**WORK TASK:** For each entry below, write an exact copy and leave out the images.

Stored data:
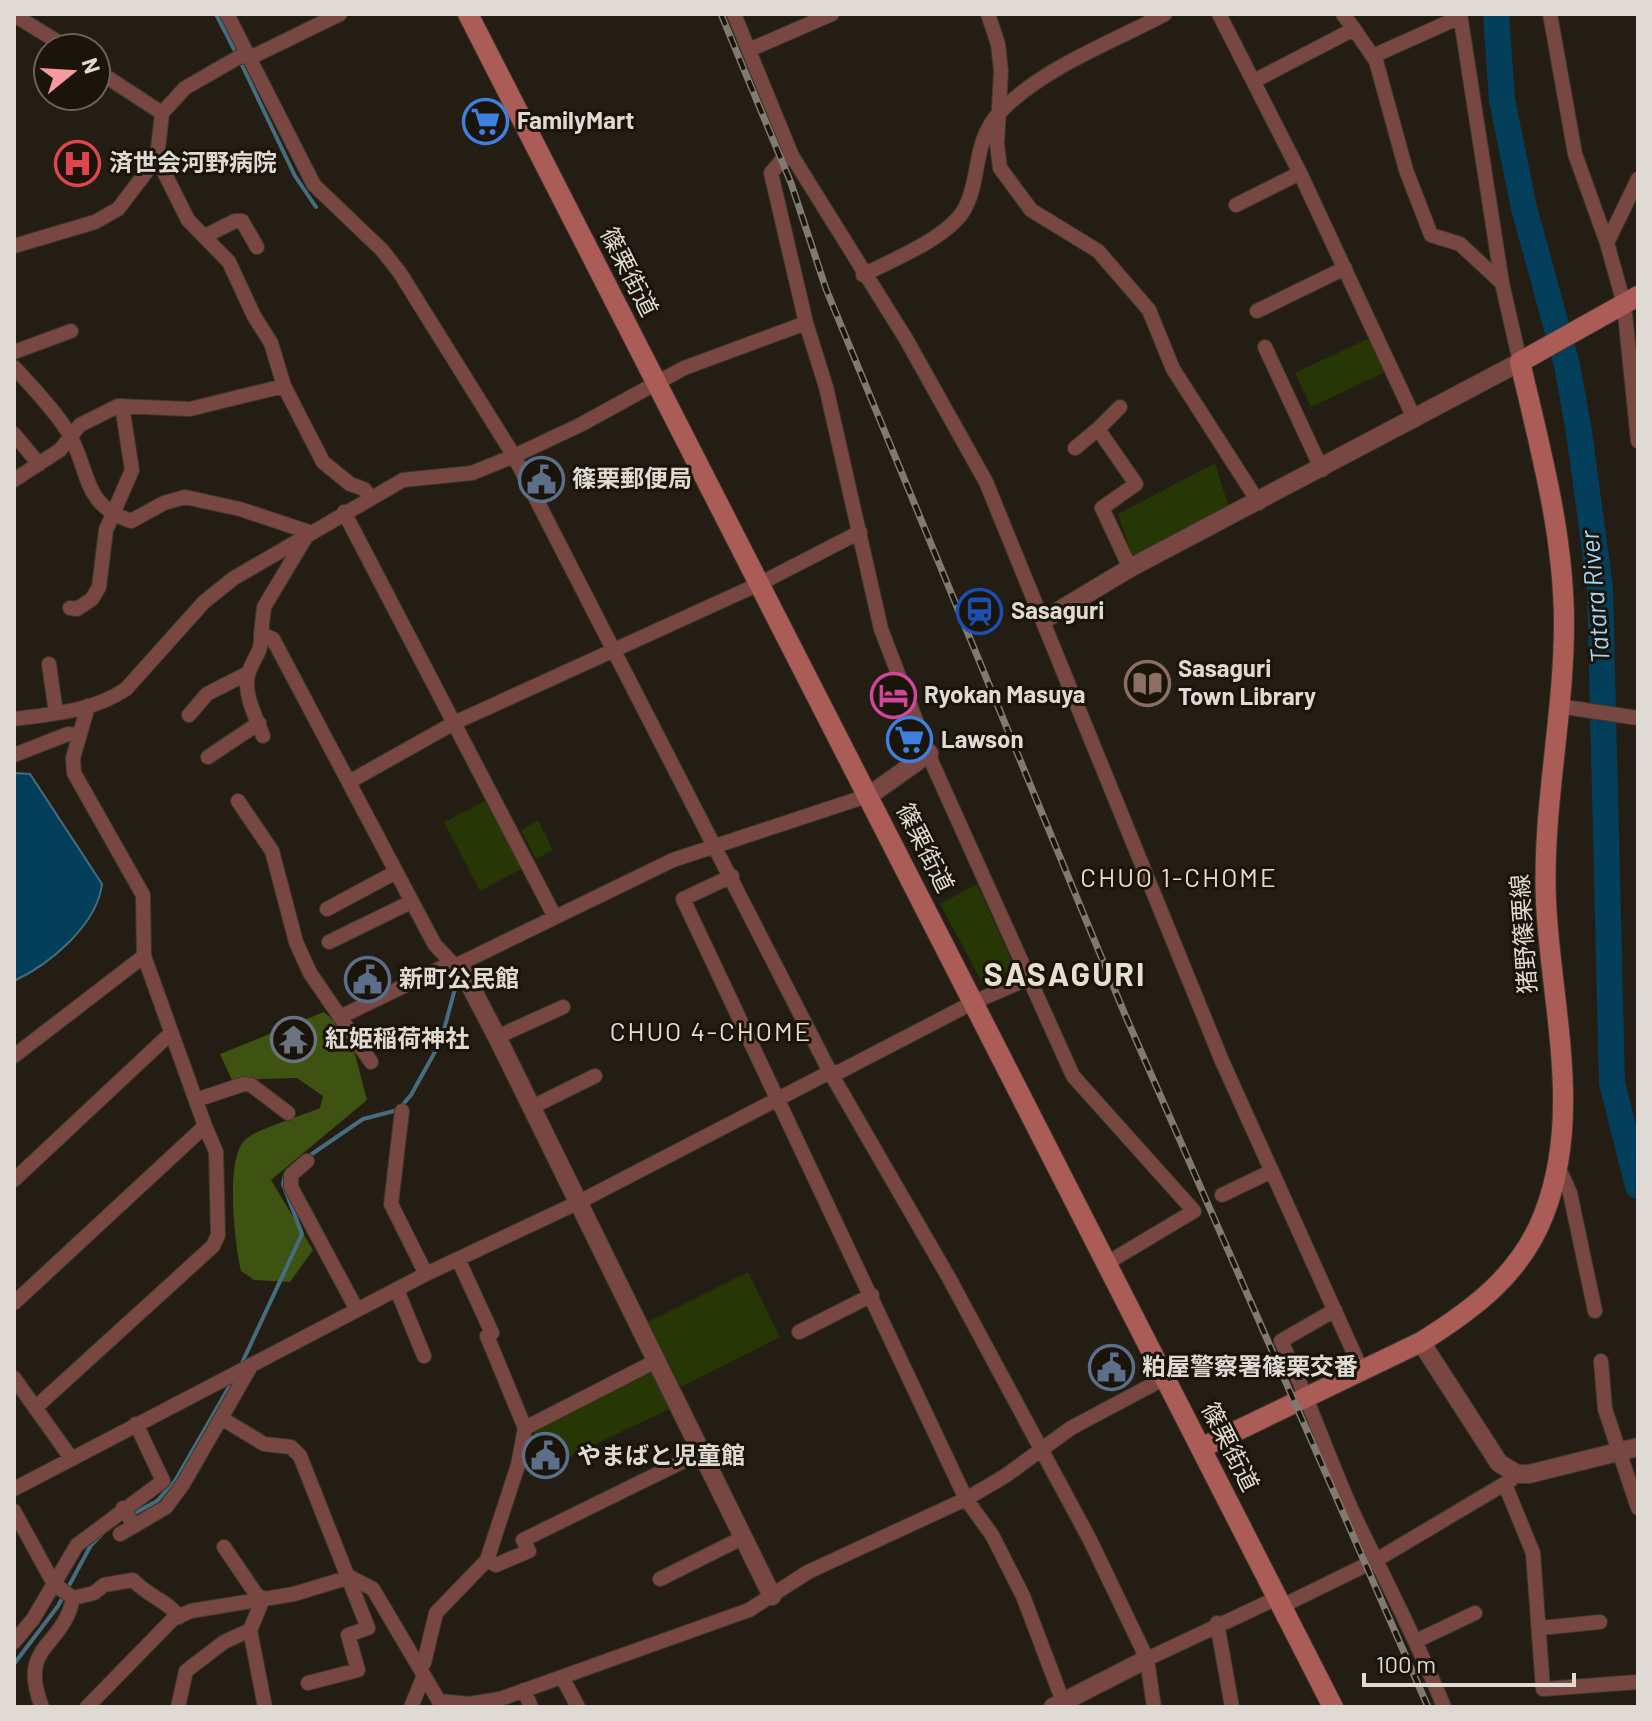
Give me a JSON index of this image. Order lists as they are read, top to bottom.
{
  "streets": {
    "main road": ["篠栗街道", "猪野篠栗線"]
  },
  "crossings": [
    ["篠栗街道", "猪野篠栗線"]
  ],
  "districts": ["CHUO 1-CHOME", "SASAGURI", "CHUO 4-CHOME"],
  "water": ["Tatara River"],
  "places": {
    "supermarket": ["FamilyMart", "Lawson"],
    "hospital": ["済世会河野病院"],
    "public building": [
      "篠栗郵便局",
      "新町公民館",
      "粕屋警察署篠栗交番",
      "やまばと児童館"
    ],
    "station": ["Sasaguri"],
    "library": ["Sasaguri Town Library"],
    "hotel": ["Ryokan Masuya"],
    "temple": ["紅姫稲荷神社"]
  },
  "scale_bar": "100 m",
  "north": "right"
}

**SOLUTION TO THE PROBLEM:**
Give me a JSON index of this image. Order lists as they are read, top to bottom.
{
  "streets": {
    "main road": ["篠栗街道", "猪野篠栗線"]
  },
  "crossings": [
    ["篠栗街道", "猪野篠栗線"]
  ],
  "districts": ["CHUO 1-CHOME", "SASAGURI", "CHUO 4-CHOME"],
  "water": ["Tatara River"],
  "places": {
    "supermarket": ["FamilyMart", "Lawson"],
    "hospital": ["済世会河野病院"],
    "public building": [
      "篠栗郵便局",
      "新町公民館",
      "粕屋警察署篠栗交番",
      "やまばと児童館"
    ],
    "station": ["Sasaguri"],
    "library": ["Sasaguri Town Library"],
    "hotel": ["Ryokan Masuya"],
    "temple": ["紅姫稲荷神社"]
  },
  "scale_bar": "100 m",
  "north": "right"
}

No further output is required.